#### TRY IT:
Each record must be printed again exactly as given.

[Dataset entries]
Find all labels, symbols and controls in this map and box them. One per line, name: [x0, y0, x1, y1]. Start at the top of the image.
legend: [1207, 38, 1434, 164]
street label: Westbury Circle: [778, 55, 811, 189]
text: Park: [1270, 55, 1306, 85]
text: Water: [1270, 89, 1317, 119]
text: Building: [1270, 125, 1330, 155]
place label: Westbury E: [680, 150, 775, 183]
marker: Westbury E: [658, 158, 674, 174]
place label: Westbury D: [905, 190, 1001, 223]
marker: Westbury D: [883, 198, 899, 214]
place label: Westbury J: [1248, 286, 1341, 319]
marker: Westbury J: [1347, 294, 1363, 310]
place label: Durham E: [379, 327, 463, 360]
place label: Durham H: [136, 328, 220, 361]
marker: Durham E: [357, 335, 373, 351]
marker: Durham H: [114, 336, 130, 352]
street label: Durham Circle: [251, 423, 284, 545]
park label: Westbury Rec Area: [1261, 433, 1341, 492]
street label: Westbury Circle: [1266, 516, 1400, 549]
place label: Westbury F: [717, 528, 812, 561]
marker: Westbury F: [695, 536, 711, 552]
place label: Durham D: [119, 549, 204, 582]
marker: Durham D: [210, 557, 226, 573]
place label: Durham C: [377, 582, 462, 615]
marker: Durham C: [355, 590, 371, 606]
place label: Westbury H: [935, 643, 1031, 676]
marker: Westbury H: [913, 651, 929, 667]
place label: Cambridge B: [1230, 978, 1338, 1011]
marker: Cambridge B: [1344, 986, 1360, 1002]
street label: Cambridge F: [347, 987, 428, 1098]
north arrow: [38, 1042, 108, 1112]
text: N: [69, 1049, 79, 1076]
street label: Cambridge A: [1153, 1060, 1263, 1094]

#### YOUR SOLUTION:
Find all labels, symbols and controls in this map and box them. One per line, name: [x0, y0, x1, y1]. Start at the top of the image.
legend: [1207, 38, 1434, 164]
street label: Westbury Circle: [778, 55, 811, 189]
text: Park: [1270, 55, 1306, 85]
text: Water: [1270, 89, 1317, 119]
text: Building: [1270, 125, 1330, 155]
place label: Westbury E: [680, 150, 775, 183]
marker: Westbury E: [658, 158, 674, 174]
place label: Westbury D: [905, 190, 1001, 223]
marker: Westbury D: [883, 198, 899, 214]
place label: Westbury J: [1248, 286, 1341, 319]
marker: Westbury J: [1347, 294, 1363, 310]
place label: Durham E: [379, 327, 463, 360]
place label: Durham H: [136, 328, 220, 361]
marker: Durham E: [357, 335, 373, 351]
marker: Durham H: [114, 336, 130, 352]
street label: Durham Circle: [251, 423, 284, 545]
park label: Westbury Rec Area: [1261, 433, 1341, 492]
street label: Westbury Circle: [1266, 516, 1400, 549]
place label: Westbury F: [717, 528, 812, 561]
marker: Westbury F: [695, 536, 711, 552]
place label: Durham D: [119, 549, 204, 582]
marker: Durham D: [210, 557, 226, 573]
place label: Durham C: [377, 582, 462, 615]
marker: Durham C: [355, 590, 371, 606]
place label: Westbury H: [935, 643, 1031, 676]
marker: Westbury H: [913, 651, 929, 667]
place label: Cambridge B: [1230, 978, 1338, 1011]
marker: Cambridge B: [1344, 986, 1360, 1002]
street label: Cambridge F: [347, 987, 428, 1098]
north arrow: [38, 1042, 108, 1112]
text: N: [69, 1049, 79, 1076]
street label: Cambridge A: [1153, 1060, 1263, 1094]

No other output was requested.